Start at the line with "Input: one rendered map. Give" in the records below, stop at the line with "Map reading. Give", and return every line in that span exactly, the two end lines included.

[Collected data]
┄┄┄┄┄┄

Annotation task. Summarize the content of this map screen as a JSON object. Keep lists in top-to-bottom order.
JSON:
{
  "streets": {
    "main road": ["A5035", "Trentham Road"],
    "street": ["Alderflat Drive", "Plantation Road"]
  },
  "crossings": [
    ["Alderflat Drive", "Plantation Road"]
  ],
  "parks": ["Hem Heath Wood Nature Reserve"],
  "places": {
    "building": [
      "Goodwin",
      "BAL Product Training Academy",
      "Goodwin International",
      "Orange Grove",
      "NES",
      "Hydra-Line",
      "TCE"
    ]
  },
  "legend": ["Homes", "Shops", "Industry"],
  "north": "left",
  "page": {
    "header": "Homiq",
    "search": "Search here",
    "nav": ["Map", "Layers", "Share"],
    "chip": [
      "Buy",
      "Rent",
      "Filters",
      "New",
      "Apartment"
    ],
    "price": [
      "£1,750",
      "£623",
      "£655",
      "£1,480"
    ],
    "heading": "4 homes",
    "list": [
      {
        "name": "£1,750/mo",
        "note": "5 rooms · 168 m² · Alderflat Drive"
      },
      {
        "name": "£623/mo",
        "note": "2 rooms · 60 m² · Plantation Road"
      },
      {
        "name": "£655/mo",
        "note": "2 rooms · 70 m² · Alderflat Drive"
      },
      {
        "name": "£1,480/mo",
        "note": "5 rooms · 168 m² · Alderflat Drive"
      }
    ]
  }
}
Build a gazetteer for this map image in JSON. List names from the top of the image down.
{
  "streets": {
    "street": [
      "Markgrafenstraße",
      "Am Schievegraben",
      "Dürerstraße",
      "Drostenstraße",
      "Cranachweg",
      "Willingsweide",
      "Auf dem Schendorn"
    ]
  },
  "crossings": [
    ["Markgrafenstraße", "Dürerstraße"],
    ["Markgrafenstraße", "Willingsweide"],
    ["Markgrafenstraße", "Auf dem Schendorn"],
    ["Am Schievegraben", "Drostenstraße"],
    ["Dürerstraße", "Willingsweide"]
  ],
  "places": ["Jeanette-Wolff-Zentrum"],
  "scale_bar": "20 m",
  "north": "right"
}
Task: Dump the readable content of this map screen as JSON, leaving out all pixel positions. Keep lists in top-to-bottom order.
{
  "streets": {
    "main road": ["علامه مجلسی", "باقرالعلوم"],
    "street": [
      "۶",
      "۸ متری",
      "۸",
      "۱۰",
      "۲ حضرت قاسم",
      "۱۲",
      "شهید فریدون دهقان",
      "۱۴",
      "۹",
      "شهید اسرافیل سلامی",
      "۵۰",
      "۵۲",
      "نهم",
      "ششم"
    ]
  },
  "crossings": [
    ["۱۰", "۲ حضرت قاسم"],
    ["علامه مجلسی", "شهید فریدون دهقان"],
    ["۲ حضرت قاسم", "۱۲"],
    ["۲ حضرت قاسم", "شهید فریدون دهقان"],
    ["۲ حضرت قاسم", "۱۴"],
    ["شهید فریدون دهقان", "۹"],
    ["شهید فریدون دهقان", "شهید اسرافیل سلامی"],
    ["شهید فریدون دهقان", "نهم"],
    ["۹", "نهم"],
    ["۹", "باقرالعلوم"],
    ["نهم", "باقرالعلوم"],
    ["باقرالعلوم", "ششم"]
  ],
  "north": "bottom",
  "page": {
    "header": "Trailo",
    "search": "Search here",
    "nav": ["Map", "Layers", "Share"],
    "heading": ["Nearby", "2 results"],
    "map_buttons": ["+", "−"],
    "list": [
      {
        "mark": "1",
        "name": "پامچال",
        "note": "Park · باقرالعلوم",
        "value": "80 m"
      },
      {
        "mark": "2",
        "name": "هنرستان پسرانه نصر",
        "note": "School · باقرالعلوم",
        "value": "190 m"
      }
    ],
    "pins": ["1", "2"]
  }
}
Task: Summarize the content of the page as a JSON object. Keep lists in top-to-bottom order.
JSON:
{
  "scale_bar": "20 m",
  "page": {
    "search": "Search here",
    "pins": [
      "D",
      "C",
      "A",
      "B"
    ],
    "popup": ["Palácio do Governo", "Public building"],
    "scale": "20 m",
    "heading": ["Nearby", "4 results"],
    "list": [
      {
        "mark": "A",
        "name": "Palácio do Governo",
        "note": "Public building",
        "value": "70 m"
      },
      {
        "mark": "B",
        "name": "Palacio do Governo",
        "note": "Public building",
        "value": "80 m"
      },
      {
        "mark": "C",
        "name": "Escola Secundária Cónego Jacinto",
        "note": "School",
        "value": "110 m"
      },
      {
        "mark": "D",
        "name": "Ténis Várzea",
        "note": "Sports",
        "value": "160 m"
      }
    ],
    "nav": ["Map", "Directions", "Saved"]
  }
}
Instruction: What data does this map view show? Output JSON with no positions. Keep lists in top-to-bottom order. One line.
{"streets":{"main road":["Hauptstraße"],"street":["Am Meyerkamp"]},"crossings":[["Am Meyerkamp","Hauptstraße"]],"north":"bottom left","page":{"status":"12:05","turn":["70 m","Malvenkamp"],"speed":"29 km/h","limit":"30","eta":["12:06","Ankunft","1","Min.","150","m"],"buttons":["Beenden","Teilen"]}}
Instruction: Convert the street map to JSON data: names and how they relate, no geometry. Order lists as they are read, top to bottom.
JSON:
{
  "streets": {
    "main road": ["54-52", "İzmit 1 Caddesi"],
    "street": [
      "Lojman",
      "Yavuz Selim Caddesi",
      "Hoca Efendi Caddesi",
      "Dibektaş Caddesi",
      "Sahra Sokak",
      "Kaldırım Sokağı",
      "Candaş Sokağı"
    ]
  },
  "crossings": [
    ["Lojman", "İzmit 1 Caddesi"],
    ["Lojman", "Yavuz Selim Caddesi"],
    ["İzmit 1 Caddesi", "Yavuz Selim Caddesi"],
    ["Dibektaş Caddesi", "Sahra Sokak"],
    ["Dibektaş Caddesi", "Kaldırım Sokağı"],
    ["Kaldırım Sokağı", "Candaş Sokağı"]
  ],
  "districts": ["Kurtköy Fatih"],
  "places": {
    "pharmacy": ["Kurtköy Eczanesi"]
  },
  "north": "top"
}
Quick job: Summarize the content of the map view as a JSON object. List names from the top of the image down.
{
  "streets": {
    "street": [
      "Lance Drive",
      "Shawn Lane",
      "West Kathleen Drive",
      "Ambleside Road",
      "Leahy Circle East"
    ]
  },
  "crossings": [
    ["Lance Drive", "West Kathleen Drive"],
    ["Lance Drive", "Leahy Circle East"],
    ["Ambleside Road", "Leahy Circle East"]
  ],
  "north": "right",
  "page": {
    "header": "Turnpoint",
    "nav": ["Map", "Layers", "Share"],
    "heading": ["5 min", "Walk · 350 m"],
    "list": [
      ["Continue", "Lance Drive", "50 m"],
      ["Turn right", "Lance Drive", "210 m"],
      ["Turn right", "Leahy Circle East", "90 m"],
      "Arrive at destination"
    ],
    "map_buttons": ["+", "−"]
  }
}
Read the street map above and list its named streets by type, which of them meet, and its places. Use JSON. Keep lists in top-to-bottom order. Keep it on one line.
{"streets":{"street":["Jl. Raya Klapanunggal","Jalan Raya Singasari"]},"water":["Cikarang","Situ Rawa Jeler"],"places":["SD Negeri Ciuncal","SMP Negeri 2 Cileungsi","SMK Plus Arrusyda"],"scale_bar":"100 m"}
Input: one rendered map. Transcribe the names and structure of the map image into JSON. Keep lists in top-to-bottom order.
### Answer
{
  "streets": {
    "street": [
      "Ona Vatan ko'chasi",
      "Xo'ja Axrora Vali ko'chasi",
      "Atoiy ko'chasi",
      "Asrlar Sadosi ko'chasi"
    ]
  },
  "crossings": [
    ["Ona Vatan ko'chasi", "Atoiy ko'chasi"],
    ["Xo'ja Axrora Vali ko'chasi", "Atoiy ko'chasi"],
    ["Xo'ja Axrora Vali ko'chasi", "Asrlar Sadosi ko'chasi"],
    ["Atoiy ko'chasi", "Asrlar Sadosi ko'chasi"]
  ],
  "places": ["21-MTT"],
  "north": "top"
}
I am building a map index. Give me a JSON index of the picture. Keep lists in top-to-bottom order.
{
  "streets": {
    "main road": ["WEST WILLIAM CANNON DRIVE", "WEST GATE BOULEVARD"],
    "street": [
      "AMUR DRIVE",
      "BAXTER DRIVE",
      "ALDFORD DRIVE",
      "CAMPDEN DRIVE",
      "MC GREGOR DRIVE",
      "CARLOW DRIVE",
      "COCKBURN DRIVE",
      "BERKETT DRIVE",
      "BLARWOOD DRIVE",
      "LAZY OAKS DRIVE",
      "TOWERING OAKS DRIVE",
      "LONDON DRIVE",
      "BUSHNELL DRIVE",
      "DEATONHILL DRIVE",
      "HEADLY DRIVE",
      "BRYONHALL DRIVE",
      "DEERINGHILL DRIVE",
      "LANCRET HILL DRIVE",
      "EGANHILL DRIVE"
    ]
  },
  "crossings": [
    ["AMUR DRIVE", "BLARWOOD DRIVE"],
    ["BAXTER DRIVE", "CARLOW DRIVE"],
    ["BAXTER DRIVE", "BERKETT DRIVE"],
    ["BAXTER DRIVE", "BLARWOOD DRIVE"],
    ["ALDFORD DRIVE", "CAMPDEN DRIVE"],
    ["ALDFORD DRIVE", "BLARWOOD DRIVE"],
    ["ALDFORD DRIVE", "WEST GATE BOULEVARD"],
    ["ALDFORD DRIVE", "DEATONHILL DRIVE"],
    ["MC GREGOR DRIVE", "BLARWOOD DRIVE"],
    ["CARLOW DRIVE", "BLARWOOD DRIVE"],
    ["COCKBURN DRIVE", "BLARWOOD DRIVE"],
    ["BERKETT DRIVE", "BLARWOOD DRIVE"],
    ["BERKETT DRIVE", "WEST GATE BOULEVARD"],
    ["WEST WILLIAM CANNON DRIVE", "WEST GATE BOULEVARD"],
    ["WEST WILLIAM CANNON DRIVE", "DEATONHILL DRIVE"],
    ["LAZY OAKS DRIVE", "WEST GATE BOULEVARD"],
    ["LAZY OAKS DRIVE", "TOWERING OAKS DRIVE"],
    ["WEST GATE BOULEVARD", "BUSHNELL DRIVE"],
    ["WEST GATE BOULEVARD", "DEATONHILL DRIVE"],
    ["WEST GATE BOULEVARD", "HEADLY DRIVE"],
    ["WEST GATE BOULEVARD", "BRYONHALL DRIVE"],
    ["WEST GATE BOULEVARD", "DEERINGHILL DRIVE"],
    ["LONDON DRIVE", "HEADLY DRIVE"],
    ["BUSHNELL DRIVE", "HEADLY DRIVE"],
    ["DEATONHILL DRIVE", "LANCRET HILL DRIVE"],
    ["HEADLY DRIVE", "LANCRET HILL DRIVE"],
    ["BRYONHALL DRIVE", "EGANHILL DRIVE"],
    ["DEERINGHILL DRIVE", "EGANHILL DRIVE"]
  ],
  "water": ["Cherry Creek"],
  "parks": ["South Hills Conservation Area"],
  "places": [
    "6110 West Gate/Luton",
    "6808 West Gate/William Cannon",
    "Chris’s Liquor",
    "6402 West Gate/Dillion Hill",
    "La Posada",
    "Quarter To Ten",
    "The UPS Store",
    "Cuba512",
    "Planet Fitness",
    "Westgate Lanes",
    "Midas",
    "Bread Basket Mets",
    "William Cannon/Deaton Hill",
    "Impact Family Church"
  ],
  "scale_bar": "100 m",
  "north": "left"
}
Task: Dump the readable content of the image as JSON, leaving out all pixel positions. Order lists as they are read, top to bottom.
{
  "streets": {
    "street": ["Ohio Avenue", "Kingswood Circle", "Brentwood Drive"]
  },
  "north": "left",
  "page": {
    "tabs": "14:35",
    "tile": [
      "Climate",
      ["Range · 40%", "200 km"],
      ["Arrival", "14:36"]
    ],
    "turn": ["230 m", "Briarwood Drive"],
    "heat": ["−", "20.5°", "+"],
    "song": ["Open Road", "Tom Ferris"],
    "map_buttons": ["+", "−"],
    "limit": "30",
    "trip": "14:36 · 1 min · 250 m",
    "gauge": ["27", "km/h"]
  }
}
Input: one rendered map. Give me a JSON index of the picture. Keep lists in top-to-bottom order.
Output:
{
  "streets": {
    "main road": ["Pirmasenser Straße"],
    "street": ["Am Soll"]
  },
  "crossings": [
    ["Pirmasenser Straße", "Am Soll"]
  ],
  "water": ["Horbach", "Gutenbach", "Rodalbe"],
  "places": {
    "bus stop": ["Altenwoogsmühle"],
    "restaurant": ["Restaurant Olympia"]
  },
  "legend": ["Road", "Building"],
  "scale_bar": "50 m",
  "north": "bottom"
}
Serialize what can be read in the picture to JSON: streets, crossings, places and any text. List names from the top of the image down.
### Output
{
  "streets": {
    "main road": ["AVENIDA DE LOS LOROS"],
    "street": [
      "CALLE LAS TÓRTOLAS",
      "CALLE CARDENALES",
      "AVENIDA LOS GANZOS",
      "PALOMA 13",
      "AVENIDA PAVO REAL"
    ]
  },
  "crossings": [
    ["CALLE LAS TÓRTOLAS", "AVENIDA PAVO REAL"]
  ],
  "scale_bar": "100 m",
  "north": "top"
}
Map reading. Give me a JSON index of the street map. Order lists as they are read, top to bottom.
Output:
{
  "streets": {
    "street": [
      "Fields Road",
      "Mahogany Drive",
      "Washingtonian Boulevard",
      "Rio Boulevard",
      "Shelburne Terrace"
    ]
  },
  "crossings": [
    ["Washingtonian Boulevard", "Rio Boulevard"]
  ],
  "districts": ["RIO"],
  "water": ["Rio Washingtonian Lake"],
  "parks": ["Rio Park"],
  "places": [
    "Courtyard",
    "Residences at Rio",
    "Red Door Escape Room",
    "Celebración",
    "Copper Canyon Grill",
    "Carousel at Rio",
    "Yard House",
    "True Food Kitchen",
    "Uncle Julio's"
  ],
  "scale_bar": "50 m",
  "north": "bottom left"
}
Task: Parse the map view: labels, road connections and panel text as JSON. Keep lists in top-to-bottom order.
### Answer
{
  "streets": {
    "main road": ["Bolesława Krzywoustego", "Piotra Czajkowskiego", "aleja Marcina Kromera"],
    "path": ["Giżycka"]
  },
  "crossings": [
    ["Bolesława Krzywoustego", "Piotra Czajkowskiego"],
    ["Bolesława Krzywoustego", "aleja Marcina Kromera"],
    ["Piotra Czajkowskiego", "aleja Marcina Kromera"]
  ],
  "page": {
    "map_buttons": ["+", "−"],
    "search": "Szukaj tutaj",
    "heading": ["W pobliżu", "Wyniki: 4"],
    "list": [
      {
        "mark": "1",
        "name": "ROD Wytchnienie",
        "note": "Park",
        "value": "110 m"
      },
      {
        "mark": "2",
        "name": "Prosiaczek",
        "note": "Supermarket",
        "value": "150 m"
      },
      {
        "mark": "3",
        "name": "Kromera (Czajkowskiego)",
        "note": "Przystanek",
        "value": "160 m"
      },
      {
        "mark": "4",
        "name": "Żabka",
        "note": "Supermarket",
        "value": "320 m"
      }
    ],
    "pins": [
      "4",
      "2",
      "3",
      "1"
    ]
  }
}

┄┄┄┄┄┄

**Response to the exercise**
Input: one rendered map. Give me a JSON index of the picture. Keep lists in top-to-bottom order.
Output:
{
  "streets": {
    "main road": ["Pirmasenser Straße"],
    "street": ["Am Soll"]
  },
  "crossings": [
    ["Pirmasenser Straße", "Am Soll"]
  ],
  "water": ["Horbach", "Gutenbach", "Rodalbe"],
  "places": {
    "bus stop": ["Altenwoogsmühle"],
    "restaurant": ["Restaurant Olympia"]
  },
  "legend": ["Road", "Building"],
  "scale_bar": "50 m",
  "north": "bottom"
}
Serialize what can be read in the picture to JSON: streets, crossings, places and any text. List names from the top of the image down.
### Output
{
  "streets": {
    "main road": ["AVENIDA DE LOS LOROS"],
    "street": [
      "CALLE LAS TÓRTOLAS",
      "CALLE CARDENALES",
      "AVENIDA LOS GANZOS",
      "PALOMA 13",
      "AVENIDA PAVO REAL"
    ]
  },
  "crossings": [
    ["CALLE LAS TÓRTOLAS", "AVENIDA PAVO REAL"]
  ],
  "scale_bar": "100 m",
  "north": "top"
}
Map reading. Give me a JSON index of the street map. Order lists as they are read, top to bottom.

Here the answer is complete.